Daily Chart
The US10Y benchmark rate fell heavily at the start of 2013 as Obama Administration avoided the Fiscal Cliff, bringing confidence back into markets. The Fed then follow suit, hinting at pulling the QE3 plug within this year, resulting in a 1-2 punch up that knock the benchmark rate out into the ringside.
From the daily chart, we can see price trying to pull itself back above the 132.40/50 arena. However, using the Stochastic (14) indicator, the divergence between Stochastic reading and price suggest that current recovery could be an anomaly/short-term reversal before heading lower once more.
Hourly Chart
Hourly chart paints a different picture, with numerous Bearish Reversal Patterns unable to find meaningful downside follow through. Furthermore, a Morning Star Bullish reversal appears to be forming just around 132.25 interim support, with price looking likely to test 132.40/50 resistance once more.

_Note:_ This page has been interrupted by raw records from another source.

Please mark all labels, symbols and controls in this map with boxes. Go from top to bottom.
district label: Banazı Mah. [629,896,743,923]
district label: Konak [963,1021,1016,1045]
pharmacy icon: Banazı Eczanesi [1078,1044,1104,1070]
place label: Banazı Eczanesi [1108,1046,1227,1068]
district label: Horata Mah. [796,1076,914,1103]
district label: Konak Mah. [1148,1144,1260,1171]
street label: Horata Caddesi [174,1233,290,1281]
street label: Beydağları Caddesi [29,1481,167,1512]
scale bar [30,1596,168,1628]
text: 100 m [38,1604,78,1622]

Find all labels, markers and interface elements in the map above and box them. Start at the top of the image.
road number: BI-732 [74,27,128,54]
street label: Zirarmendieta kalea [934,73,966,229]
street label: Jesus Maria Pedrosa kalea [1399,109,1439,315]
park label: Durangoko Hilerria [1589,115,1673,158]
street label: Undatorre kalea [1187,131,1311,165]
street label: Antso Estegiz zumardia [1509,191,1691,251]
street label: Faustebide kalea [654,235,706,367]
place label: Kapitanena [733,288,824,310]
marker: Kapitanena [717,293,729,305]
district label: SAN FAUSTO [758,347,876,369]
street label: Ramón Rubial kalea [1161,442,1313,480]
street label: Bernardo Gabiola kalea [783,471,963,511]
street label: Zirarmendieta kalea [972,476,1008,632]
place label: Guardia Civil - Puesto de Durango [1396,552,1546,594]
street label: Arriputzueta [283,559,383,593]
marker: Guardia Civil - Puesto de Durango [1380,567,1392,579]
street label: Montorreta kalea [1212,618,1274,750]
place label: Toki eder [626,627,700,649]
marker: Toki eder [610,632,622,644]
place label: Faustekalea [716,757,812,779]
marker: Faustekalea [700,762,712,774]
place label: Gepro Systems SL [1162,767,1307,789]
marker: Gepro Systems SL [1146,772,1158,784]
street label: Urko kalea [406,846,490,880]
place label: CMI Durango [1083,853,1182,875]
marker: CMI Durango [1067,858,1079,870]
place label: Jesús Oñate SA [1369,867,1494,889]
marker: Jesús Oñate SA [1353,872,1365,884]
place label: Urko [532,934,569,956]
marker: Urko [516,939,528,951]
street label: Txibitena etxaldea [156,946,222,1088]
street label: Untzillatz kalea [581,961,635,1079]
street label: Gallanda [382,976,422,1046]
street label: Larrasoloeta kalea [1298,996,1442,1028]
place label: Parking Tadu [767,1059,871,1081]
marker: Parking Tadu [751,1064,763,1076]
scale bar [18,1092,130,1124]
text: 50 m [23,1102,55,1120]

The question we need to ask is whether such a move is due to market genuinely shifting from a cheerful/optimistic euphoria post “Cliff” deal, to a fearful mentality. One does not need to look far for any reasons to be scared: Eurozone ongoing crisis, 2nd Cliff in March and US Debt Ceiling continue to weigh on every single fundamentals driven trader, and is large enough even for technical traders to take notice. Despite that, Stocks continue to perform well, similarly for commodities, lending credence that perhaps the joyful party hasn’t really truly ended. Should that be the case, current rally could be interpreted as a technical bounce, a “dead cat” bounce if you will, which is not surprising after such a phenomenal drop within such a short time.
From a technical perspective, 132.40/50 will be the ringside fence that differentiate whether traders are in their “fearful fighting” mood in the ring, or perhaps sitting on prime seats, relaxed and believing that all the bickering about EU, Cliff, and Debt Ceiling will end just like Pro Wrestling, where nobody gets seriously hurt at the end of the day.